Y el humo. El humo que todo lo envuelve
convirtiendo en sueño estas nocturnas citas a ciegas.
Y sombras depredadoras alrededor de cada presa,
justo detrás de la bandeja suicida del camarero.
La sombra mortal de las grúas
llena de pesadillas mis noches
y de hedor todos mis días.
Mañana me tocará a mí.
Lo sé. Lo he sabido siempre.
Desde el momento en que te vi,
en que mis labios descubrieron
el alfabeto silencioso de tu nombre.
Pero ahora sé que no me importa.
¿Cómo es posible vivir, cómo
alejado de la sombra de tu cuerpo?
Y se llamaban Mahmud y Ayaz.
Y tenían tan solo 17 años.
Y tú siempre me decías:
“Te quiero. Te quiero. Te quiero”.
Y sobre estas tres piedras he levantado
mi torre,
y su sombra es más alta que las grúas.
Y su sombra me protege de todos los miedos.
[…]
Estas serán mis últimas palabras.
No habrá más. Nada más que silencio.
Es demasiado tarde.
Lo sé. Ahora lo sé.
¿Cómo he podido estar tan ciego?
Esta mañana nos hemos cruzado.
Hemos vuelto a encontrar nuestras miradas
como aquella noche de luna llena.
Aquella única noche. Aquella para siempre.
Tú has hecho un gesto con tu mano
y la soga del miedo y de la vergüenza
se me ha anudado, por un segundo, al cuello.
Esta mañana nos hemos cruzado
bajo la sombra asesina de una grúa.
Y ahí seguía yo, como el otro día,
con los pies colgados, sin vida,
ajeno al griterío de los colegios,
a las prisas agrícolas de los mercados,
a tu mirada atroz, a tu silencio mortal,
al gesto de tu mano, a tu denuncia,
a la huella de la muerte
que tatuaste en mi cuerpo con tus labios.

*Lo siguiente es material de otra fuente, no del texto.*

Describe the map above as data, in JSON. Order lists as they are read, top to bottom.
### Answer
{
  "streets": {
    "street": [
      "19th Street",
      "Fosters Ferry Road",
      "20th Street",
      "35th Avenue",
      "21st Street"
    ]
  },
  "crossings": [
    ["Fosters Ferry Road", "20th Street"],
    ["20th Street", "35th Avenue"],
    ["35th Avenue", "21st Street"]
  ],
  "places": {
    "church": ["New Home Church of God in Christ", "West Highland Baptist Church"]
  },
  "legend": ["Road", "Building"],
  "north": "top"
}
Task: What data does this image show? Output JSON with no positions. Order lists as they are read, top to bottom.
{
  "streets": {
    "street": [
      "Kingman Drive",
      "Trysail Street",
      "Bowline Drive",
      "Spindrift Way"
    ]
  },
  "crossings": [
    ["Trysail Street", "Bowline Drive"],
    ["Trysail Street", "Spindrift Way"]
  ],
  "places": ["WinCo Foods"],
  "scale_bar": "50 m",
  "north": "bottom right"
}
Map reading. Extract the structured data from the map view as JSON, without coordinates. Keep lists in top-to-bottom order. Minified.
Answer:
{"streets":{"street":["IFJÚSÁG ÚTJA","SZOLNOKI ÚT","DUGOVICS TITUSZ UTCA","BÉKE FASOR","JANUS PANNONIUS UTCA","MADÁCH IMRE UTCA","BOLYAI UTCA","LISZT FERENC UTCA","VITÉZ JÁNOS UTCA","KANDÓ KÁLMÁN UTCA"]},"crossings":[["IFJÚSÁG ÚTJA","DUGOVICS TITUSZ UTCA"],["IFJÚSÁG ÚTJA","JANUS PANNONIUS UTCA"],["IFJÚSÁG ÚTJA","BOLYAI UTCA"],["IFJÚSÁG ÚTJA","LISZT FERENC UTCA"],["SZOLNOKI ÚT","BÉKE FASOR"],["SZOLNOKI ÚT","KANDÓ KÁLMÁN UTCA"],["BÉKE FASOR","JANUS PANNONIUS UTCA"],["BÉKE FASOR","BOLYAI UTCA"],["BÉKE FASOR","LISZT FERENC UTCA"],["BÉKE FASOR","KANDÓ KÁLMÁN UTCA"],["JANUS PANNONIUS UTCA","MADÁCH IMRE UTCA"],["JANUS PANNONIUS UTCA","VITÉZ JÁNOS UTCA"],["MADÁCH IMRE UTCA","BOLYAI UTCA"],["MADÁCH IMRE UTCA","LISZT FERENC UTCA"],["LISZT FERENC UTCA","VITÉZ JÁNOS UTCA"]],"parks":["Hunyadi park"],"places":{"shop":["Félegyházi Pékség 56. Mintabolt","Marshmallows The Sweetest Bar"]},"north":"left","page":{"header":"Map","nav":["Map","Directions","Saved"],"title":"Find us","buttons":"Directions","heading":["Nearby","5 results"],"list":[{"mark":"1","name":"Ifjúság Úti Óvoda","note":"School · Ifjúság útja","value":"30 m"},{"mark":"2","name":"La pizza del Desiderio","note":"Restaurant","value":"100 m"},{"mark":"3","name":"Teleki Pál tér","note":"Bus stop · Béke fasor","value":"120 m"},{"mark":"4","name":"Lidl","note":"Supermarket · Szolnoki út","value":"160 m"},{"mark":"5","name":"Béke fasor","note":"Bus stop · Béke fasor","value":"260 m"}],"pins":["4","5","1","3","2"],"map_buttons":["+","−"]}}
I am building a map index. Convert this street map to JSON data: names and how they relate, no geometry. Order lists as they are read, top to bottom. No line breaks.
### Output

Uno más entre tantos ahorcados
en las grúas de las plazas de Irán.
El único que soñó que en tus ojos
había encontrado el oasis del paraíso.
El único que creó vida en tu gesto moribundo.
[…]
Y se llamaban Mahmud y Ayaz.
Y tenían tan solo 17 años.
No lo olvidemos nunca.
Fue también necesario nuestro silencio.
No lo olvidemos nunca.
Sigue siendo necesario nuestro silencio.